Enquanto andávamos até o lugar onde pegaríamos as malas que tia Alice havia preparado para mim, nós fomos conversando.
-Nessie, quero que você escreva toda vez que puder... – disse mamãe.
-Já vamos começar com o ritual da despedida? – perguntei.
-Bom... não quero esquecer de nada... – explicou mamãe, rindo.
-Querida, acho que você não deve espalhar quem você é... conte somente para seus amigos mais próximos... não queremos que isso interfira no seu relacionamento com os outros estudantes...
-Seu pai tem razão... mas você pode contar para os professores se você tiver algum problema... eles poderão te ajudar.
-Ok.
Pegamos então as minhas malas, e pegamos um táxi.
-Para a estação King's Cross, por favor. – disse papai ao motorista.
No caminho, nós passamos por muitos lugares bonitos, meus olhos não desgrudaram da janela, só quando papai ou mamãe me chamavam.
A viagem foi tão legal... queria poder passar algum tempo por aqui.
-Não se preocupe... podemos passar uma parte das férias aqui, se você quiser. – disse papai, ao ler meus pensamentos.
-Quero!
-Então está decidido.
-Mamãe, olha aquela loja de roupas... que enorme! Tia Alice ia amar!!!
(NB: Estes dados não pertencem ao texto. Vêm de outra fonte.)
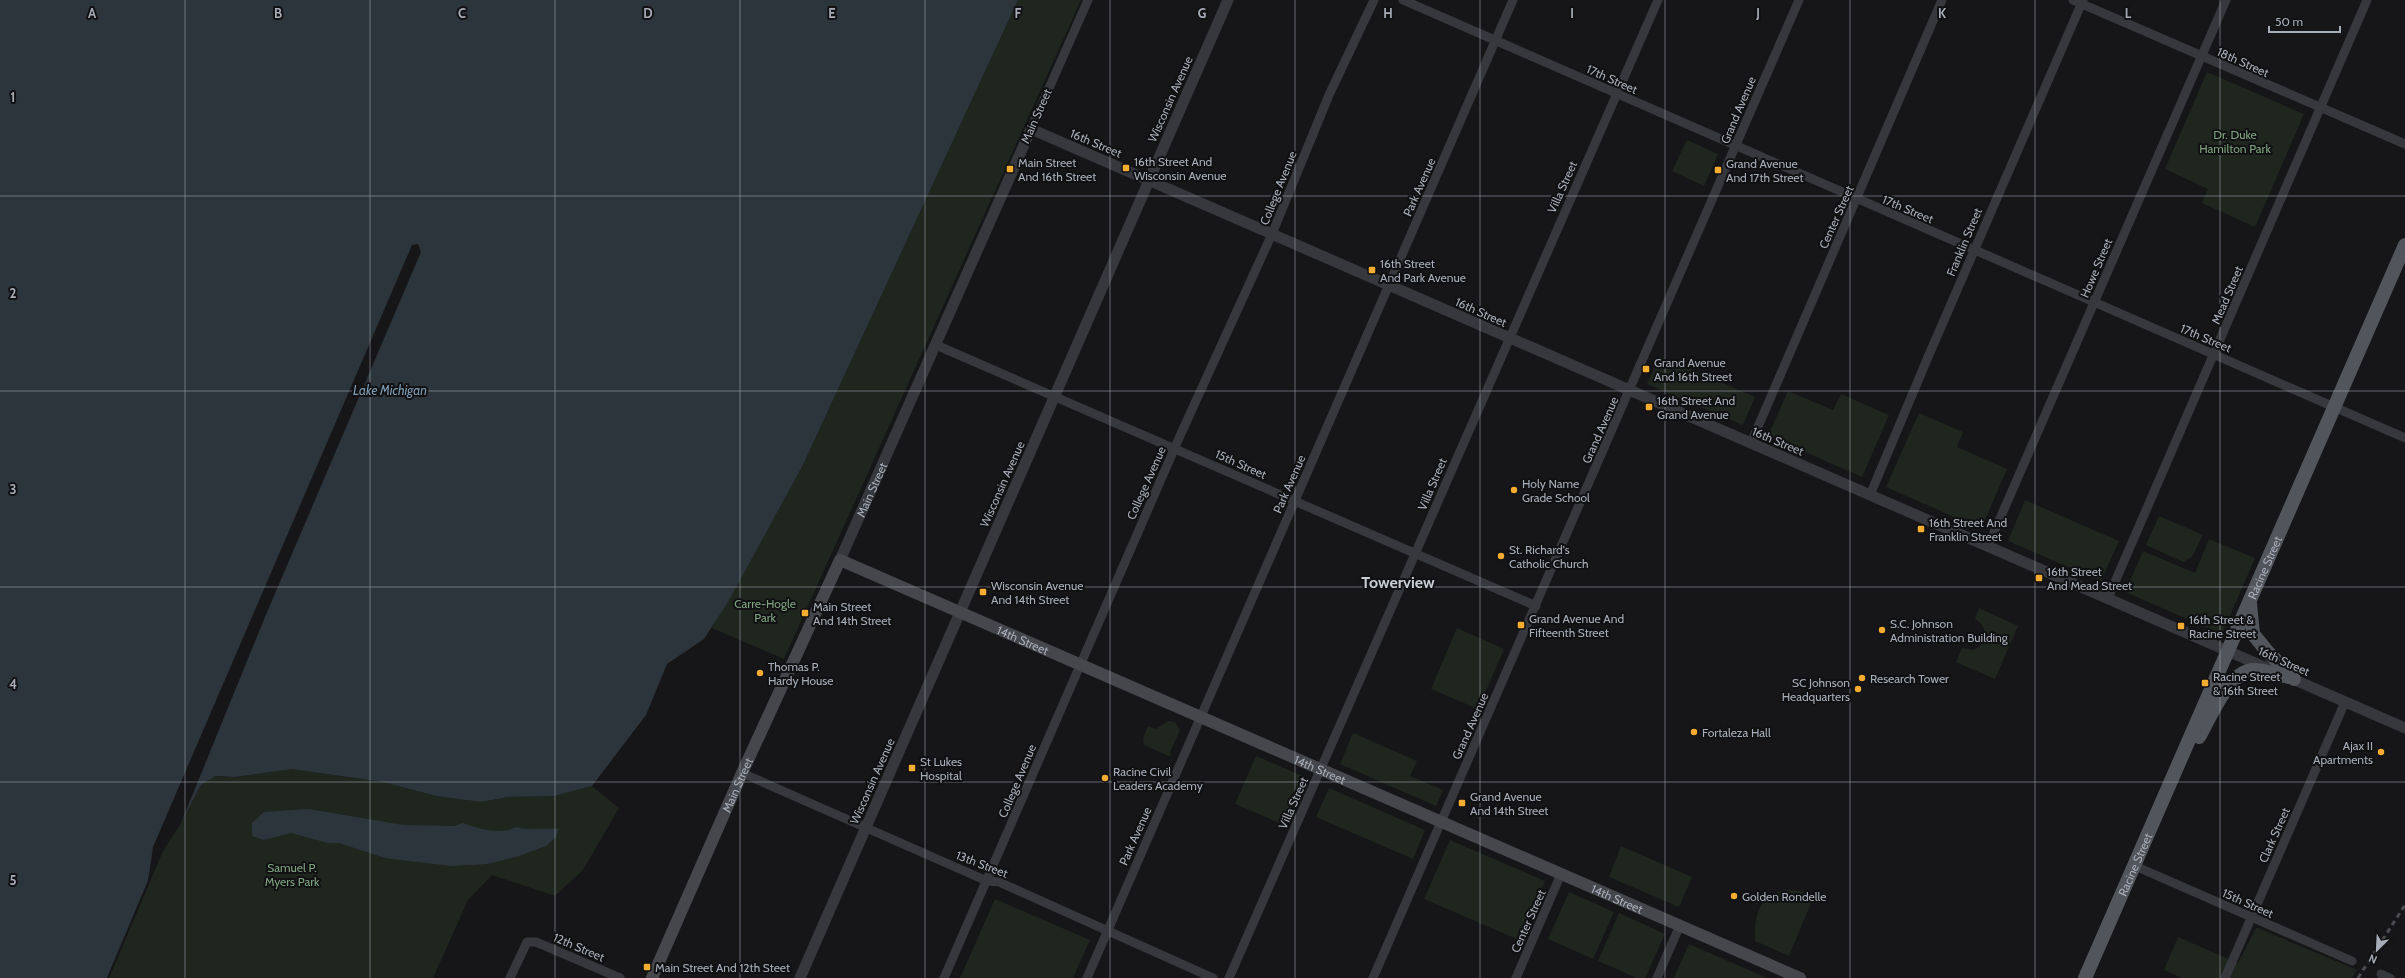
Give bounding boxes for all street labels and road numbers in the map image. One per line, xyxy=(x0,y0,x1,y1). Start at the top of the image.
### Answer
street label: 18th Street xyxy=(2215,44,2271,80)
street label: Wisconsin Avenue xyxy=(1144,54,1196,144)
street label: 17th Street xyxy=(1584,61,1640,97)
street label: Grand Avenue xyxy=(1717,74,1759,146)
street label: Main Street xyxy=(1017,86,1055,146)
street label: 16th Street xyxy=(1068,125,1124,161)
street label: College Avenue xyxy=(1256,149,1300,227)
street label: Park Avenue xyxy=(1399,155,1439,219)
street label: Villa Street xyxy=(1544,159,1580,215)
street label: Center Street xyxy=(1815,183,1857,251)
street label: 17th Street xyxy=(1880,192,1936,226)
street label: Franklin Street xyxy=(1943,206,1985,278)
street label: Howe Street xyxy=(2077,236,2115,300)
street label: Mead Street xyxy=(2208,264,2246,326)
street label: 16th Street xyxy=(1453,294,1509,330)
street label: 17th Street xyxy=(2178,321,2234,355)
street label: Grand Avenue xyxy=(1579,394,1621,466)
street label: 16th Street xyxy=(1750,423,1806,459)
street label: Wisconsin Avenue xyxy=(976,439,1028,529)
street label: College Avenue xyxy=(1123,444,1169,522)
street label: 15th Street xyxy=(1213,446,1269,482)
street label: Park Avenue xyxy=(1269,452,1309,516)
street label: Villa Street xyxy=(1414,456,1450,512)
street label: Main Street xyxy=(853,460,890,519)
street label: Racine Street xyxy=(2244,534,2285,601)
street label: 14th Street xyxy=(995,622,1051,658)
street label: 16th Street xyxy=(2256,643,2312,679)
street label: Grand Avenue xyxy=(1449,690,1491,762)
street label: Wisconsin Avenue xyxy=(846,736,898,826)
street label: College Avenue xyxy=(995,742,1039,820)
street label: 14th Street xyxy=(1292,751,1348,787)
street label: Main Street xyxy=(718,755,756,815)
street label: Villa Street xyxy=(1275,775,1311,831)
street label: Park Avenue xyxy=(1115,804,1155,868)
street label: Clark Street xyxy=(2255,805,2293,865)
street label: Racine Street xyxy=(2114,830,2155,898)
street label: 13th Street xyxy=(954,847,1010,881)
street label: 14th Street xyxy=(1589,881,1645,916)
street label: 15th Street xyxy=(2220,885,2276,921)
street label: Center Street xyxy=(1507,887,1549,955)
street label: 12th Street xyxy=(551,929,607,965)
-Sua tia ia é comprar a loja toda...! – disse mamãe, rindo.
-Edward, olha ali. – disse mamãe, e eu, assim como papai, olhei para onde ela apontava.
Era um monumento, uma estátua, dedicada a alguém que também se chamava Edward, príncipe Edward, escrito pela princesa Scarlet, em 1898.
Era uma estátua de Edward e Scarlet, dançando, com trajes de festa daquela época; embaixo havia uma placa, escrito:
"Edward, enquanto você estiver em minha vida, nada me faltará. Você é o maior presente que já tive; o sonho do qual não quero acordar. Quero que você saiba que hoje e em todo sempre, meu coração pertencerá a você. Eu te amo."
Que lindo!
-Considere o mesmo para você! – disse mamãe, beijando papai.
O beijo demorou um pouco, e depois papai sussurrou no ouvido de mamãe:
-Eu te amo... muito... mais do que você pode imaginar... meu coração também sempre será seu. – e então papai beijou mamãe de novo.
Esperei eles terminarem.
-E eu também amo vocês! Mais do que minha própria vida... – disse, segurando o colar em forma de coração que eu havia ganhado deles no meu primeiro Natal.
-E nós também, princesa. – respondeu papai.
E eu, então, aconcheguei-me no meio dos dois, vendo pela janela as maravilhosas paisagens, desejando que esse momento não passasse jamais.
...
Mas ele passou... E de repente o táxi parou em frente à estação, papai pagou o motorista, nós pegamos as malas e fomos em direção à plataforma 9¾.
Tia Alice, tia Rose, eu e Horácio viemos ao Beco Diagonal semana passada, para comprar meu material... compramos tudo da lista... menos o animal... que, por motivos bem fáceis de se imaginar, foi excluído da lista.
-E aqui estamos nós... entre as plataformas 9 e 10... está pronta para atravessar a parede, Nessie? – sussurrou papai para que os outros trouxas não ouvissem.
-Estou!
E, como num passe de mágica (na verdade, foi uma mágica...) nós estávamos na estação 9¾... Eu pude ver várias crianças com quem eu passaria meu ano letivo, e como sempre, algumas delas olhavam para nós.
-Bagagem dos alunos do primeiro ano por aqui!!!!! – ouvi um cara extremamente alto gritar.
-Vamos, Nessie. – mamãe disse.
Despachamos minha bagagem, e continuamos as despedidas que haviam se iniciado desde quando deixamos Forks.
-Lembre-se de tudo o que eu te disse... não vou conseguir repetir tudo novamente. – disse mamãe.
-Pode deixar, não esqueci de nada!
-Eu te amo, princesa. – disse mamãe, me abraçando.
-Eu também! Amo você também, papai!
-Eu também, querida. – disse papai, juntando-se ao abraço.
Fui abraçada e beijada várias vezes, até que papai falou:
-É melhor você entrar.
-Ok.
-Vamos sentir muitas saudades! Escreva logo! - disse mamãe.
Acenei para eles e eles retribuíram, acompanhando-me com os olhos e com o coração enquanto eu entrava no trem.